Replying to the argument that the provision will hurt the women most, as many times husbands force their wives to have more children, the court said that such men will be disqualified according to this rule, as ruled by the Supreme Court in the case of Javed and others.

The court also talked in length about the National Population Policy 2000, and noted that the law is in line with that policy. The judgement says that the legislature can, undoubtedly, prescribe disincentives to curb exponential population growth in the country. It also said that “It is settled law that it is not the job of the court to decide whether a law is good or bad. Policy matters fall within the realm of the legislature and not of the courts.” It added that “the Court cannot sit in judgment over the wisdom of Parliament and the legislatures.”

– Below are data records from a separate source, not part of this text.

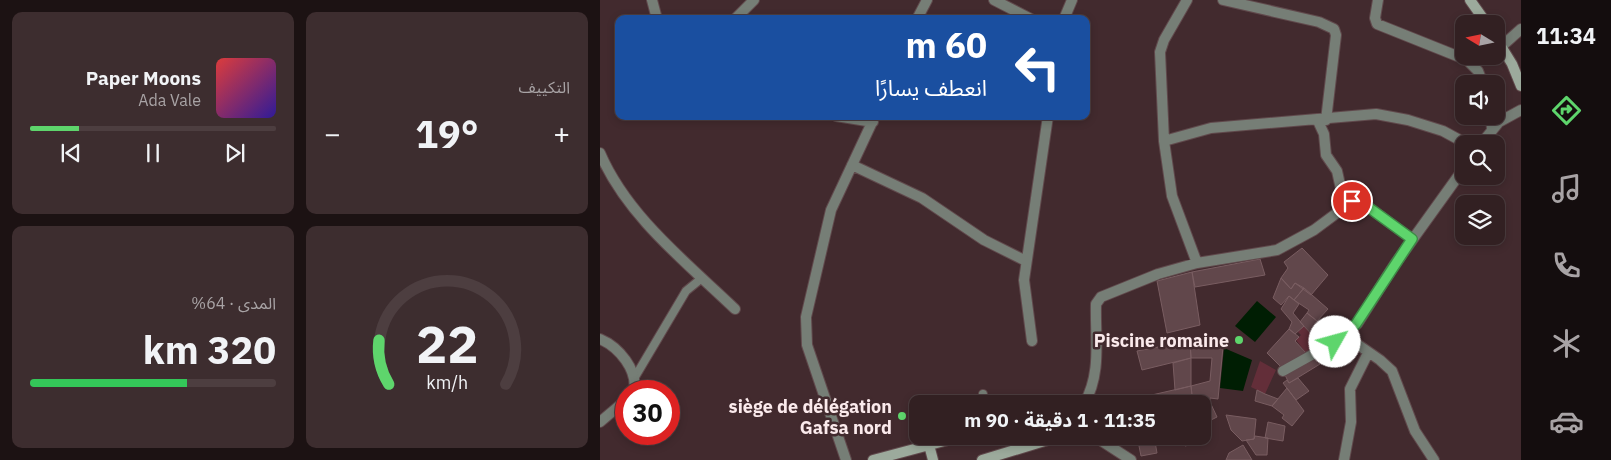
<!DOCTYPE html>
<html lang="ar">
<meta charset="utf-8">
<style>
:root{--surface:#322022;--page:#3d2d2f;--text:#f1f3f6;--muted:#a8a3a5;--line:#4d3e40;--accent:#5ed56c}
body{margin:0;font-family:"IBM Plex Sans","Noto Sans Arabic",sans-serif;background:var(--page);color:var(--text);direction:rtl;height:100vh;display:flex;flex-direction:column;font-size:19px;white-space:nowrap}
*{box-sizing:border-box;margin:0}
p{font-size:16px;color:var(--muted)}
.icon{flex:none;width:28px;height:28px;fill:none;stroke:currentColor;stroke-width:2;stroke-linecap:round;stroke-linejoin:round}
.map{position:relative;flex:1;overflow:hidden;direction:ltr}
.sheet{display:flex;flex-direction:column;gap:12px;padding:12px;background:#1c1213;width:600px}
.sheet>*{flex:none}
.guide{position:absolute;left:15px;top:15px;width:475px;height:105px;border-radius:10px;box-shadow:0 2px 8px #0003,0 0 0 1px var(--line);direction:rtl;background:#1a4fa0;color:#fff;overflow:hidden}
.needle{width:32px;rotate:280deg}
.buttons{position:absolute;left:855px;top:15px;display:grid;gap:10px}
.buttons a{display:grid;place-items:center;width:50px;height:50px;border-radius:10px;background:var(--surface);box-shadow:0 2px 8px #0003,0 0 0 1px var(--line);font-size:25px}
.speed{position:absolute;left:15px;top:380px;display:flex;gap:10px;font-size:25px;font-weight:700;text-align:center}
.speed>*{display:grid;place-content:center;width:65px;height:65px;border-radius:50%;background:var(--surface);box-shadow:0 2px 8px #0003,0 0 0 1px var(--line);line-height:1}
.speed .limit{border:8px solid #d22;background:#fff;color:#111}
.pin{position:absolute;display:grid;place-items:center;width:42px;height:42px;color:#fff;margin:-21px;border:2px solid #fff;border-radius:50%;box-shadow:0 1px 5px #0007}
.me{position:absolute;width:55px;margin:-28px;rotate:52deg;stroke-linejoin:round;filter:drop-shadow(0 0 4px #0008)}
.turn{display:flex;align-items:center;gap:18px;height:105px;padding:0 20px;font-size:22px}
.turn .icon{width:65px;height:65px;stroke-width:2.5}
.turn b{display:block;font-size:35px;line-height:42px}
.big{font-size:38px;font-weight:700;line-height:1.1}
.sheet .tile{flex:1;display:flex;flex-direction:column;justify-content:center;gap:8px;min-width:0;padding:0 18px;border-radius:10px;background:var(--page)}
.sheet .dial{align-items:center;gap:0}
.dial svg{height:130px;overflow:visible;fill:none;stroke:var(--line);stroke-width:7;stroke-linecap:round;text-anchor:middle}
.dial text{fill:var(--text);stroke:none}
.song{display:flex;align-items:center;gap:15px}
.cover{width:60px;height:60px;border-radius:8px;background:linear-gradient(135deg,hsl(0 70% 55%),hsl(250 70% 35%))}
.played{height:5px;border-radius:2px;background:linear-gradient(90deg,var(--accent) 20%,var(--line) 20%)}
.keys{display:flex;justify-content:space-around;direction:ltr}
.heat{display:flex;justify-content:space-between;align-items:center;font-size:28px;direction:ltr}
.charge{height:8px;border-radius:4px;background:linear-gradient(90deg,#34c759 64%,var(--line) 0)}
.sheet .tiles{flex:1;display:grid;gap:12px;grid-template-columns:repeat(2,1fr)}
.trip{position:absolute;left:309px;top:395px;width:302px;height:50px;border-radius:10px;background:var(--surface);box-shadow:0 2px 8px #0003,0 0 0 1px var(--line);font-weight:700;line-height:50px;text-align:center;direction:rtl}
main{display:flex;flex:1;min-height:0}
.tab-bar{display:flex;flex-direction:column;width:90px;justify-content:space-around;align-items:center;background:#140d0e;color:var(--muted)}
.tab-bar .icon{width:35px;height:35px}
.tab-bar .on{color:var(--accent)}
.tab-bar b{font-size:22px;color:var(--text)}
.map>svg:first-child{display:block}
.green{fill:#632e39}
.water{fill:#001e03}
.building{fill:#61474b;stroke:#795d61}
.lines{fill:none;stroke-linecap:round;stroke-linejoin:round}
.lane-casing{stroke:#60494c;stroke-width:10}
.street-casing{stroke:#60494c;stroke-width:12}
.secondary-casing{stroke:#60494c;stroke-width:12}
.lane{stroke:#767e76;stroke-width:8}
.street{stroke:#767e76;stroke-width:10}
.secondary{stroke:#9caa9c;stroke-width:10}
.route-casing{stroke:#3d8a46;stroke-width:12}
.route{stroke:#5ed56c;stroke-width:9}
.poi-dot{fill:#5ed56c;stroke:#422a2e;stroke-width:2}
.labels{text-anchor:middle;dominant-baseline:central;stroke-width:5;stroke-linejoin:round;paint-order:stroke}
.poi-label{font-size:18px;font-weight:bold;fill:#fbeaec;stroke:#422a2e;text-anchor:end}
</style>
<main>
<nav class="tab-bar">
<b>11:34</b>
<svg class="icon on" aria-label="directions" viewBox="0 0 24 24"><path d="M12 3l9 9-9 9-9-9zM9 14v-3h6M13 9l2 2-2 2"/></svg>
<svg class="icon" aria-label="music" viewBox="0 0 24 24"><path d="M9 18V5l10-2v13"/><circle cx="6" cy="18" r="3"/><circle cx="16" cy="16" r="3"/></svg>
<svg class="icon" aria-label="phone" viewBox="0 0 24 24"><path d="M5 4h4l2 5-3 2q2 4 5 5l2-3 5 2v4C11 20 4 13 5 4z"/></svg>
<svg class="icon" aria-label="climate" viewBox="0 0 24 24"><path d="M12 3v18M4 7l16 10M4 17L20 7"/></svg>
<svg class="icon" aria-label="car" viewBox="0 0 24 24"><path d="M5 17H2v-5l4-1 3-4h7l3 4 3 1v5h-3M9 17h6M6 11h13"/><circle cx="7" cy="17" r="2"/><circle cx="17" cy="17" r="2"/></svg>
</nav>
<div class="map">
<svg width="921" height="460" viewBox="0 0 921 460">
<rect width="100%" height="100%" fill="#422a2e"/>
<!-- green -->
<path class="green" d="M704 326 721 344 706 353 696 340 701 335 698 332Z
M660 361 676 370 665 394 651 387Z"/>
<!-- water -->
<path class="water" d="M657 301 676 317 655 342 635 326Z
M624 348 652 360 643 391 620 388Z"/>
<!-- building -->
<path class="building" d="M702 248 728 275 711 295 695 283 691 289 681 278 688 268 684 262Z
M660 259 665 275 595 287 592 272Z
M592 272 600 325 567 333 557 281Z
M681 278 691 289 695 283 704 288 694 300 689 296 681 305 673 298Z
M704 288 728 309 717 321 707 313 709 310 694 300Z
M689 296 699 304 693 313 704 326 695 334 689 329 692 322 681 309Z
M707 313 717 321 733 336 721 344 700 322Z
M689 329 699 337 695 341 706 353 682 368 667 353Z
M601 337 616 339V346L623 347 618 399 610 398V402L593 404 591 386 610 381 612 358H591L590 341Z
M590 341 591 358 542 370 537 351Z
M720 354 725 361 689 383 685 375Z
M591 358V386L575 390 573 363Z
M698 378 709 391 696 400 683 383 687 380 689 383Z
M591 386 593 404H531L530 400Z
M687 388 704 411 692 426 682 418 684 415 672 406Z
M657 390 665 394 678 399 672 406 655 401Z
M610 402 617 417 609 421 602 404Z
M626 415 656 419 654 439 642 441 631 430Z
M604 421 609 440 585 446 581 436H602Z
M668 422 685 426 683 441 665 438Z
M537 436H554L557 453 541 456Z
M655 436 668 438 667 455H656L646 440 654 439Z
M643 445 652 460H626L629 453Z"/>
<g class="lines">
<!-- lane casing -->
<g class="lane-casing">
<path id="lane" d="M35 377 86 291 102 278
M383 394 385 404"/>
</g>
<!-- street casing -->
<g class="street-casing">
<path id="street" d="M52 0 57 19
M394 0 431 19
M587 0 564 40 560 52 564 141 611 128 776 114 808 120 843 131 867 144
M623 0 719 22 734 29 736 35 726 120
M778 0 775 18 777 24 867 60 878 71 883 84
M135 19 154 0
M317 19 327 0
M464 19 472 0
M902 46 921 29
M236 116 273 122
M891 116 892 130
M717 119 724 134 726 155 737 171 741 189 748 203
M564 141 572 196 597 263
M881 144 899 122 921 110
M0 153C27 216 86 262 135 309
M252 165 322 198 384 240 426 261
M744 335 780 360 792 371 815 431 834 460
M0 339C19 347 38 370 34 391
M432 341 424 280 448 116
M683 371 735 342 757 324 795 264 864 168
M484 404C502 373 495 339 496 304L501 297 558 274 597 263 677 250 714 230 753 201 764 204 812 239
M0 422 26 400
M494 436 531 460
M462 437 474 440 482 436
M246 460 207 345 206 317 231 210 275 116
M744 460 751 422 750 389 768 353"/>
</g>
<!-- secondary casing -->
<g class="secondary-casing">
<path id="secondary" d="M870 0 887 24
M896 38 912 64 921 86
M329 445 333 460
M273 460 363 436
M382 460 448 440H469"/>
</g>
<!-- lane -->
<use href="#lane" class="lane"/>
<!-- street -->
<use href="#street" class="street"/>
<!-- secondary -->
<use href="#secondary" class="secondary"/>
</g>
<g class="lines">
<!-- route casing -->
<g class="route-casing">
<path id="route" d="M735 342 756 324 812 239 764 204 752 201"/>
</g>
<!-- route -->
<use href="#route" class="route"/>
</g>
<!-- markers -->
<g class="poi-dot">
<circle cx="639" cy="340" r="5"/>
<circle cx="302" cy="416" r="5"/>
</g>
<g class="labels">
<!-- poi labels -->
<g class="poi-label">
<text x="629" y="340">Piscine romaine</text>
<text x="292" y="406">siège de délégation<tspan x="292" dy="21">Gafsa nord</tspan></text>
</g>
</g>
</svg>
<div class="buttons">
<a><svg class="needle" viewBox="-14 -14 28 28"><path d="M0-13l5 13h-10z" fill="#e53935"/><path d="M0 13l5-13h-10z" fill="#a8a3a5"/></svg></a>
<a><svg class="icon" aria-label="sound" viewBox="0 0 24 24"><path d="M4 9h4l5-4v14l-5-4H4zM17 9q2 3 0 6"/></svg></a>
<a><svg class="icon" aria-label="search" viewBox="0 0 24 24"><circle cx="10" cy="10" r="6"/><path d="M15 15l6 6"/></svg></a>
<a><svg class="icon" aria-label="layers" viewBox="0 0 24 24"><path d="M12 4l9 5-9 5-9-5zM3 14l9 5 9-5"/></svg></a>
</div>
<div class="speed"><div class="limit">30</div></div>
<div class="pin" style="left:752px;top:201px;background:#d93025"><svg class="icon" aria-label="arrive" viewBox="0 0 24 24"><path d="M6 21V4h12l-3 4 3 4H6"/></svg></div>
<svg class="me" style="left:735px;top:342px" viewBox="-20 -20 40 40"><circle r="19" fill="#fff"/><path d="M0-13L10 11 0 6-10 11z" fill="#5ed56c"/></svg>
<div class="trip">11:35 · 1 دقيقة · 90 m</div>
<div class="guide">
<div class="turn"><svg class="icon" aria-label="left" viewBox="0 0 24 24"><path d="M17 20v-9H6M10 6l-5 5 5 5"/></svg><div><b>60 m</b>انعطف يسارًا</div></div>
</div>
</div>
<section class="sheet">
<div class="tiles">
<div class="tile"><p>التكييف</p>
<div class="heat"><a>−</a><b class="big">19°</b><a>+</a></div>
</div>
<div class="tile">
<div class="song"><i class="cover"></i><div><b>Paper Moons</b><p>Ada Vale</p></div></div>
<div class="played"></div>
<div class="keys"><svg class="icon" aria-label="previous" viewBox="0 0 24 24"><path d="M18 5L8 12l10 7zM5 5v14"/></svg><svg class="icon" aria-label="pause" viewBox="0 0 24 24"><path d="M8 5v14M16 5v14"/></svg><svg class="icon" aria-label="next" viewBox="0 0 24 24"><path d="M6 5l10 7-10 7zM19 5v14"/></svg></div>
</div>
<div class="tile dial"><svg viewBox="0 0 100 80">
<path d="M14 69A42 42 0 1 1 86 69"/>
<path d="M14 69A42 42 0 0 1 8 42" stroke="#5ed56c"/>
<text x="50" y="56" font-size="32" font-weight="700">22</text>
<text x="50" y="72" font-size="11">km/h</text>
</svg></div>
<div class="tile"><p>المدى · 64%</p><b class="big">320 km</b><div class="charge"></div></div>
</div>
</section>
</main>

Although the court rejected the petitions against the provision, it read down the provision of the two-child norm as it didn’t stipulate any cut-off date. While the court said that the provision can’t be said to be anti-constitutional as it does not have a cut-off date, the court ruled that the provision will apply only from the date the amendment came into effect. Now the two-child norm for contesting elections in Panchayat Raj Institutions will apply from 25 July 2019, and people have more than two children prior to this date will not be made disqualified.

Uttarakhand is not the first state to impose a two-child norm for Panchayat Raj elections, several other states have imposed this rule. Many of such laws were challenged in the court, but all those oppositions were rejected by High Courts and the Supreme Court.